---- PROVIDED DATA

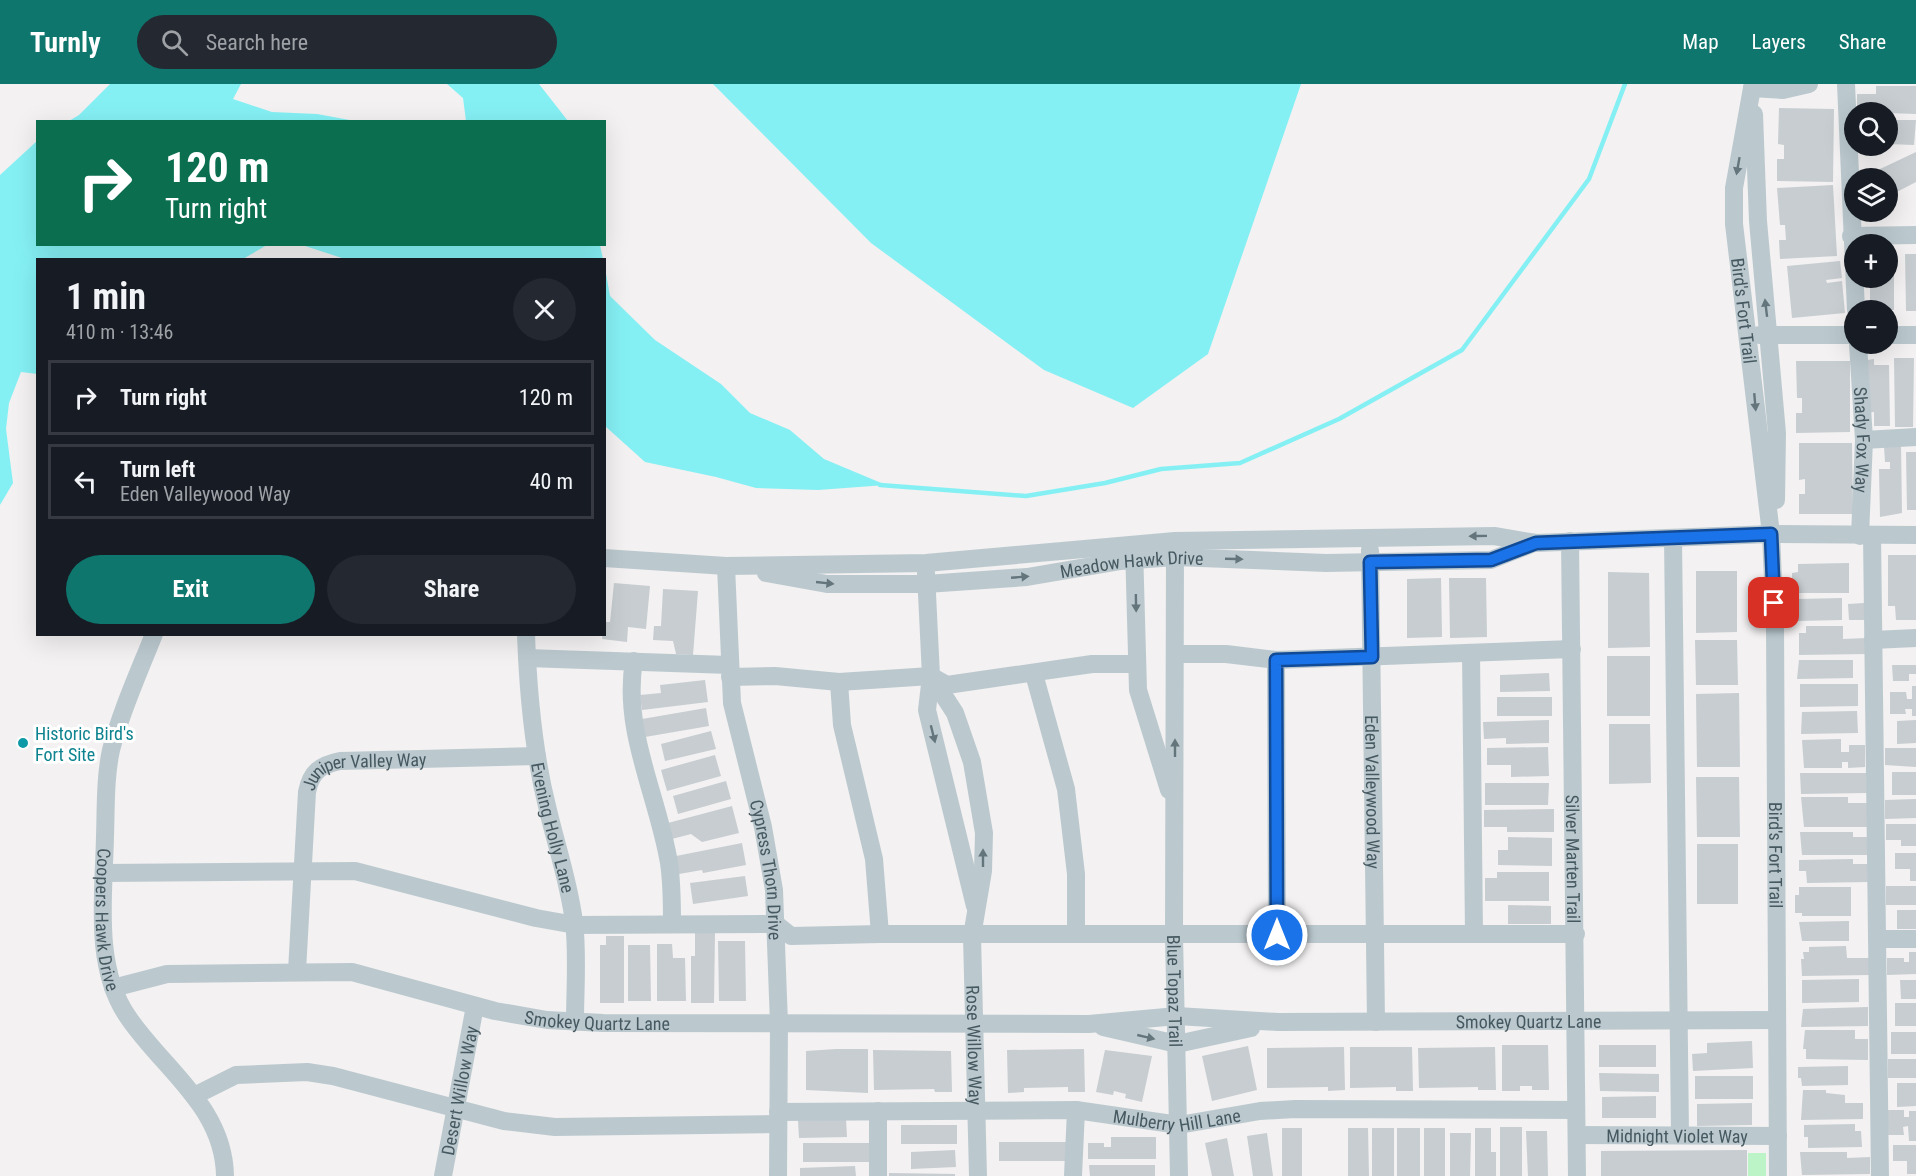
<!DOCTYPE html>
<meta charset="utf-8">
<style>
:root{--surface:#171b24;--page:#242831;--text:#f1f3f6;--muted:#9ea1a6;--line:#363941;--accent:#0f766e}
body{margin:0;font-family:"Roboto Condensed",sans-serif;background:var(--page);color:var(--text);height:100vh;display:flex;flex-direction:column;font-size:22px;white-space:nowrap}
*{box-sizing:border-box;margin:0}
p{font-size:20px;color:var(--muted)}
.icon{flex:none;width:33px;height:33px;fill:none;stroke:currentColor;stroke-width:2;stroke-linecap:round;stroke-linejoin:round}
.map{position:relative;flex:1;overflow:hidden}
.side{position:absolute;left:36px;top:174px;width:570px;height:378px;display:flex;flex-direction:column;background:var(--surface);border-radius:0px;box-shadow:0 6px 24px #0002}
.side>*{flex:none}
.hud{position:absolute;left:36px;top:36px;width:570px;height:126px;border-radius:0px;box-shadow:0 6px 24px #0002;background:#0b6e4f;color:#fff;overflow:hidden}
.controls{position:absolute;left:1844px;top:18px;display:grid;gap:12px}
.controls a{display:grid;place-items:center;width:54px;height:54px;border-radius:50%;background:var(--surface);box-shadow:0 6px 24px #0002;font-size:30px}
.pin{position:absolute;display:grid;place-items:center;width:51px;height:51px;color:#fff;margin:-26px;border-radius:12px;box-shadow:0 3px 9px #0006}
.me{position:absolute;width:66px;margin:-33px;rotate:0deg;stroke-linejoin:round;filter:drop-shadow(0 0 4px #0008)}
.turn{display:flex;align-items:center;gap:21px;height:126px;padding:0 30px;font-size:27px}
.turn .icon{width:78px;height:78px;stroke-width:2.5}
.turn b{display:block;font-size:42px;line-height:51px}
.round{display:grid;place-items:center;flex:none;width:63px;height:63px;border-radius:32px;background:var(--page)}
.headline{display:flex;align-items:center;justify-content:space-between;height:102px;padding:0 30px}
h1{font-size:36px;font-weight:700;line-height:45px}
.primary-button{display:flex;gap:12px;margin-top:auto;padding:12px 30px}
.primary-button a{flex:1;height:69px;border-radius:36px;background:var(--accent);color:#fff;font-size:24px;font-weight:700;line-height:69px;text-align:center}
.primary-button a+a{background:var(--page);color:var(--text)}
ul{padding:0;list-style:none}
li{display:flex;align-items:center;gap:18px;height:75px;margin:0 12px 9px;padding:0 18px;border:3px solid var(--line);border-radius:0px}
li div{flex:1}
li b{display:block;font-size:22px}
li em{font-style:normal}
header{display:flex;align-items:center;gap:36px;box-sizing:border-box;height:84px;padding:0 30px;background:var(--accent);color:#fff}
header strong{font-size:28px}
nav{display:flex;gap:33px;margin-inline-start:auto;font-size:21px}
.search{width:420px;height:54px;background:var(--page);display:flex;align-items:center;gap:15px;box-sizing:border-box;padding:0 21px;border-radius:33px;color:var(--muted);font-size:22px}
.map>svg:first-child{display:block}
</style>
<header>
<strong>Turnly</strong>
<div class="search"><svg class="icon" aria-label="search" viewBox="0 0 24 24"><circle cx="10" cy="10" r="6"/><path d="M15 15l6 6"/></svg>Search here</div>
<nav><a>Map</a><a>Layers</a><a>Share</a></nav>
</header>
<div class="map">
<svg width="1916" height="1092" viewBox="0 0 1916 1092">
<rect width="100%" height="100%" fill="#f3f1f1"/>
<path fill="#bcf4c8" d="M1748,1069h18v23h-18z"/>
<path fill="#85f0f4" d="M110,0h131l-8,15 39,13 45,2 38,7h-286l10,-6z
M447,0h92l29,37h-102l-3,-23z
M713,0h588l-93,270 -75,54 -89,-38 -173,-127z
M37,57l1,103 229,1 -24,14 -205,1 -1,114 -16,-2 -12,31 -3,26 7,54 -13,22v-330z
M302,161h298l3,14 -255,1z
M605,184l5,28 45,44 66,44 29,29 40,17 34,29 62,26 -68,5 -62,-2 -40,-11 -71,-15 -40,-36z"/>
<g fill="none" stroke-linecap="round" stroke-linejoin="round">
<path stroke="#85f0f4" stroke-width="4.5" d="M880,401l146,11 79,-13 56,-14 79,-6 99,-44 123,-69 127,-171 36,-95"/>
</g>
<path fill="#c7cdd1" d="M1876,2h40v28l-59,-2v-18h19z
M1779,24l55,1 -1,73 -56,-1v-22h7v-14l-6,-1z
M1887,36h29l-2,25 -27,-1z
M1916,68v30l-25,13 -4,-17h-26z
M1833,101l4,71 -57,3 -1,-19h7l-1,-15h-5l-3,-37z
M1887,170h7v56h-24v-32h17z
M1905,170h11v57h-10z
M1840,177l2,17 -16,2 1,3 15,-2 3,32 -53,5 -5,-52z
M1894,274h20l-1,69h-18z
M1874,275v6h15l1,61h-16v-14l-7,1v-53z
M1796,277h54v71l-54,1v-20h6v-15h-5z
M1799,359h53l1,71h-54v-20h6v-15l-6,1z
M1901,361l1,68 -22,4 -1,-48h11v-7h-5l-1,-16z
M1906,368h10v58h-9z
M1888,471h28v65h-20l-1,-14h-7z
M1849,479v30h-50v-4h-7v-16l6,-1v-8z
M1696,487h41v61l-41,1z
M1608,488l41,1 1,74 -42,1z
M1441,494l1,59 -35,1v-59z
M1449,494h37l1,59 -37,1z
M614,499l36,3 -4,43 -18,-2 -1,15 -25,-3 2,-17h6z
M663,505l35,2 -5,64 -17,-1 -3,-13 -20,-1 1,-14h7z
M1842,514v22l-44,1v-22z
M1864,519l1,17h-16l-1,-16z
M1806,542h37v13l23,-1 1,16 -68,1v-22h7z
M1695,556h42l1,45h-42z
M1607,572h43v60h-43z
M1799,576h54v18l-56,1z
M1892,581h24v9h-7v7h-16z
M1549,589l1,18 -50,1v-17z
M705,596l3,22 -66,8 -2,-15 21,-2 -1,-8z
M1800,600h58v22l-58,1z
M1912,602h4v30h-4v-7h-7l1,5h-16v-22h16l1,7h5z
M1739,609l1,74h-43l-1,-73z
M1497,613h55v19h-55z
M706,624l3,18 -64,11 -3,-18z
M1857,627l1,22 -57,1 1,-22z
M1549,636v23l-43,1v-6l-22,1 -1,-17z
M1916,636v23l-19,1v-23z
M1609,640h41l1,59 -42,1z
M711,647l5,18 -51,12 -4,-17z
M1841,655v13h8v-7h16v22l-17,1v-6h-6v6h-38l-2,-28z
M1548,663l1,29 -38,1v-12h-24v-17z
M1885,664h31v19l-31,-2z
M715,671l6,21 -54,15 -6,-21z
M1892,688h24v23h-24z
M1800,689h66l1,20 -66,1z
M1696,693h43l1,60h-43z
M726,697l5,18 -53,15 -5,-18z
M1485,699h64l-1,22h-63z
M1801,713h47v6h19v24h-63z
M1916,715v19l-31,1v-19z
M732,722l7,27 -37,9 -11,-8 -19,5 -4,-16z
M1554,725v23h-47v-5h-23v-17z
M1886,740h30v22h-15v-6h-15z
M1800,748h53v5h14v18h-65z
M1508,753l44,1v28l-54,-1v-15h10z
M742,759l4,22 -43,8 -1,-3 -23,4 -3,-18z
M1697,760h41v60h-41z
M1895,769h21v28h-6v-12h-15z
M1853,775v5h15v18l-61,1 -1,-12h-7v-11z
M1497,788h52v29h-64v-23h12z
M745,792l3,20 -55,8 -3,-21z
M1886,802h30v19h-30z
M1799,803h52v29h-49v-3h-7v-18h4z
M1508,821l43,1v18h-43z
M1897,826h19v19h-19z
M1849,837v20h-47l-3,-19z
M695,849h20l-1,70h-23v-47h4z
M606,852h18v67h-24v-58h6z
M718,857h27l1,60h-27z
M657,860h15l1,14h12l1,43h-29z
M628,861h22l1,56h-23z
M1846,862l1,12h22l1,17 -68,1 -1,-17h3l-1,-7h6v-5z
M1909,868h7v22l-29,1v-17h17v4h5z
M1859,895v23l-57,1v-23z
M1900,896h16v19h-15z
M1895,919h21v23h-21z
M1868,923v19l-67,1 2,-18z
M1805,946h50v9h13v21l-62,-1v-10h-3z
M1891,948h25v22h-25z
M1752,957l1,27 -60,3 -1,-17 15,-1v-10z
M1502,961h46l1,45h-17v-4h-12v5h-18z
M1599,961h57v22h-57z
M1248,962l9,44 -45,11 -10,-45z
M1344,963l1,43 -17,1v-4l-61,1v-40z
M1350,963h62l1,44h-17v-4l-46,1z
M1495,963l1,43h-18v-3l-59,1 -1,-40z
M836,965h32v44l-62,-3v-39z
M1084,965l1,43h-17v-5l-44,1v4l-16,1 -1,-43z
M873,966l78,1 1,41h-17l-1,-3 -60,1z
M1105,966l47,6 -10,46 -17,-4 1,-4 -12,-3 -1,4 -17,-3z
M1888,975h28v19h-28z
M1848,982v19l-46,1 -1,-8h-3v-11z
M1599,989l60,1v18l-59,-1z
M1695,992h58v23h-58z
M1897,999h19v23l-19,1z
M1803,1006h23v3l19,2v8h18v16l-62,1z
M1656,1012v22h-54v-21z
M1752,1019v22l-55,1v-22z
M1886,1026h18v7h5v-6h7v30h-7l-1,-15 -5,1 1,8h-18z
M846,1035l1,18 -48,1 -1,-18z
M1855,1040v7h6l1,16 -54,1v-11h-4v-12z
M901,1041h56v19h-56z
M1500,1043h22v49h-22z
M1282,1044h20v48h-20z
M1348,1044h20l1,48h-21z
M1372,1044h22v48h-22z
M1397,1044h23v48h-23z
M1424,1044h21v48h-21z
M1475,1044h16v24h5v24h-21z
M1526,1047h21l1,45h-20z
M1267,1049l6,43h-20l-6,-40z
M1450,1049h21l-1,43h-20z
M1111,1053h45v22h-68v-16h16v4h7z
M1227,1054l7,38h-22l-7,-33z
M999,1058h70l-1,19h-69z
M803,1059h66v19h-66z
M1893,1061h23v29h-9v-13h-14z
M955,1066l1,17 -45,2v-17z
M1747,1066v26h-146v-25z
M1800,1068h47v6l23,-1v17l-68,1z
M1089,1081h66v11h-65z
M855,1082l1,10h-56v-8z
M889,1089l66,1v2h-66z"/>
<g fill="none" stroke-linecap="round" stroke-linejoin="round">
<g stroke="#bbc9cf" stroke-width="18">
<path d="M1846,0l10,226"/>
<path id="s1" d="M1752,4l-18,100v36l37,310 4,92 3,550"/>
<path d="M1752,4l31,2 26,-6"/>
<path d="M1754,30l4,107 19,212 -1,67"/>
<path d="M1851,152l65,-1"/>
<path d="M1759,251h95"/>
<path d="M1887,251h29"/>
<path id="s2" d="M1858,260l6,96 -4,96"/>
<path d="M1864,356l52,-3"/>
<path d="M1872,451l8,641"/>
<path d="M1673,454l7,597"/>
<path id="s3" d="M1570,457l7,635"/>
<path id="s4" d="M1175,461l-1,390 5,241"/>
<path d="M1134,463l4,143 31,100"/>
<path id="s5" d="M1370,466l6,472"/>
<path d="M604,474l122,8 200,-3 249,-22 319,-5 42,7 235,-9 145,1"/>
<path id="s6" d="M726,482l6,137 31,124 11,63 5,134 -1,152"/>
<path id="s7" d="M766,489l61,11h99l101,-7 94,-16 54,-4 151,6 165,-3 43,-17"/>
<path d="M926,489l5,103 -4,34 48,196"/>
<path id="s8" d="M154,550c-15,38 -33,77 -43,116 -6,28 -5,57 -6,86 -1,58 -12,131 23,181 36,53 96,90 97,159"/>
<path id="s9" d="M526,550c2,58 7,116 21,172 9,39 22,76 27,116 4,32 1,67 1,100"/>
<path d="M1873,556l43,-2"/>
<path d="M1471,569l3,281"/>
<path d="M1175,570h51l50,6 296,-11"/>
<path d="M527,574l202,7"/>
<path d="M1276,576l1,275"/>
<path d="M634,577c-12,69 24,135 35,202 3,20 3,40 3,60"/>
<path d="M1034,590l32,115 10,85v60"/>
<path id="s10" d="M931,592l24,37 17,49 12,71 -1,38 -11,65 6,240"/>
<path d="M730,593l45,-1 64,6 92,-6 16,9 145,-21h45"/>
<path d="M839,598l3,43 32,134 6,75"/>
<path d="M104,789l251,-2 181,47 39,7 201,-1 15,12 89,-2h696"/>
<path d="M1877,855h39"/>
<path id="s11" d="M297,887l10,-179c4,-20 13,-27 33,-31l197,-5"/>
<path id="s12" d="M113,904l54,-14 185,-2 143,39 52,9 56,3 486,1 88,-8 101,6 499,-2"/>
<path d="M1103,943l74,17 74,-16"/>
<path d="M194,1012l42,-21 71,-3 26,4 171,45 51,6 223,-3"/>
<path d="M878,1027v65"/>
<path id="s13" d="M778,1028l298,-2 103,15 81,-14 35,-2 281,1"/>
<path id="s14" d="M1577,1051l201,1"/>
<path id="s15" d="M443,1092l32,-170"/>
<path d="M1073,1092l3,-66"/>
</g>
</g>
<defs><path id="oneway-solid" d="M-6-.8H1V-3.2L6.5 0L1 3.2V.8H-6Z" transform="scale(1.5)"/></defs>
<g fill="#64757c">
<use href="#oneway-solid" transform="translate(1738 82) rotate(100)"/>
<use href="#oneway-solid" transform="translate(1766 224) rotate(-97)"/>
<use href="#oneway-solid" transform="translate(1755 318) rotate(85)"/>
<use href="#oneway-solid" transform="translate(1478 452) rotate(179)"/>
<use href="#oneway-solid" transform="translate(1234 475) rotate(2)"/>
<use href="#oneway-solid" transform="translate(1020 493) rotate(-5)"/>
<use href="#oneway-solid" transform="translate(825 499) rotate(6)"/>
<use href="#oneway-solid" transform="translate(1136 519) rotate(89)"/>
<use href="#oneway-solid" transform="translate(933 650) rotate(76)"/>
<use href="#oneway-solid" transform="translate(1175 664) rotate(-90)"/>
<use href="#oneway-solid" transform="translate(983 774) rotate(-90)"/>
<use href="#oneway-solid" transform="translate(1146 953) rotate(13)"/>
</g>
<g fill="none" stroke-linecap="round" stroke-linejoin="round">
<g stroke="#114b97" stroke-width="15">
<path id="route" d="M1277,851l-1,-275 96,-3 -2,-95 121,-2 45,-17 235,-9 3,69"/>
</g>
<use href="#route" stroke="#1a73e8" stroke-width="10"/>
</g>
<circle fill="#0f9aa8" stroke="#fff" stroke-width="2" cx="23" cy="659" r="6"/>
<g text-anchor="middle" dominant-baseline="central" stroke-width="6" stroke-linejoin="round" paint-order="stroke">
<g font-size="18" fill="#475960" stroke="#fff">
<text stroke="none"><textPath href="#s1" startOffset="225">Bird's Fort Trail</textPath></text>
<text stroke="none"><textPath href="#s2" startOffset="96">Shady Fox Way</textPath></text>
<text stroke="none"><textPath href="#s7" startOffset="368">Meadow Hawk Drive</textPath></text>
<text stroke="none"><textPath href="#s11" startOffset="248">Juniper Valley Way</textPath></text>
<text stroke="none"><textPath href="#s5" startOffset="242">Eden Valleywood Way</textPath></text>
<text stroke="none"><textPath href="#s9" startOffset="196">Evening Holly Lane</textPath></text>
<text stroke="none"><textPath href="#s1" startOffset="771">Bird's Fort Trail</textPath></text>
<text stroke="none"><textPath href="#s3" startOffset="318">Silver Marten Trail</textPath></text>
<text stroke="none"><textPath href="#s6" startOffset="308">Cypress Thorn Drive</textPath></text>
<text stroke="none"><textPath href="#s8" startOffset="294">Coopers Hawk Drive</textPath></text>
<text stroke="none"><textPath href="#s4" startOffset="446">Blue Topaz Trail</textPath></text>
<text stroke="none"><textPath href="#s12" startOffset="492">Smokey Quartz Lane</textPath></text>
<text stroke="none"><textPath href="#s12" startOffset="1424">Smokey Quartz Lane</textPath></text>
<text stroke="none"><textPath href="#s10" startOffset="381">Rose Willow Way</textPath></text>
<text stroke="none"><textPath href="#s15" startOffset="87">Desert Willow Way</textPath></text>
<text stroke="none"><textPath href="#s13" startOffset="400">Mulberry Hill Lane</textPath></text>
<text stroke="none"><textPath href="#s14" startOffset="100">Midnight Violet Way</textPath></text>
</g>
<g font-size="18" fill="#0d838f" stroke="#fff" text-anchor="start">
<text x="35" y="649">Historic Bird's<tspan x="35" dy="21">Fort Site</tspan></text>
</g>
</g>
</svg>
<div class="controls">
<a><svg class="icon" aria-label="search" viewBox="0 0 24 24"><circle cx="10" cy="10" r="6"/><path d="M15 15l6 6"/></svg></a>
<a><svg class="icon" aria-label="layers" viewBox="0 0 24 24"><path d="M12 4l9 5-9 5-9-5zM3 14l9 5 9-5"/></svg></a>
<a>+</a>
<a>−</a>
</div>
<div class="pin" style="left:1774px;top:519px;background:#d93025"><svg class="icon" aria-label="arrive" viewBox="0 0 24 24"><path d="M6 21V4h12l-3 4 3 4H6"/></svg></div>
<svg class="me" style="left:1277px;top:851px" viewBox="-20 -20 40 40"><circle r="17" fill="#1a73e8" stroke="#fff" stroke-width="3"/><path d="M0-11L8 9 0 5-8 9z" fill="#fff"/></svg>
<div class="hud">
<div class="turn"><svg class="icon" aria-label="right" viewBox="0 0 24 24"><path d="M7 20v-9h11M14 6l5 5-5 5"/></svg><div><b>120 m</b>Turn right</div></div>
</div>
<section class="side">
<div class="headline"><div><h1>1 min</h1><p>410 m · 13:46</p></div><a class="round"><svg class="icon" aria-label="close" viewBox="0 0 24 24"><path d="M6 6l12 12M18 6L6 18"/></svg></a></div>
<ul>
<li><svg class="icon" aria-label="right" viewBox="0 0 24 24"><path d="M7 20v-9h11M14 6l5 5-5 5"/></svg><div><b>Turn right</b></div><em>120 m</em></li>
<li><svg class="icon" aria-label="left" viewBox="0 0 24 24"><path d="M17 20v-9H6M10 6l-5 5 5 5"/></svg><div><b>Turn left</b><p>Eden Valleywood Way</p></div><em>40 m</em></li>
</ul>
<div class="primary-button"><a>Exit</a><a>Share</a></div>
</section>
</div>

--------

For each line of the data that includes the word "controls", return a copy of it.

.controls{position:absolute;left:1844px;top:18px;display:grid;gap:12px}
.controls a{display:grid;place-items:center;width:54px;height:54px;border-radius:50%;background:var(--surface);box-shadow:0 6px 24px #0002;font-size:30px}
<div class="controls">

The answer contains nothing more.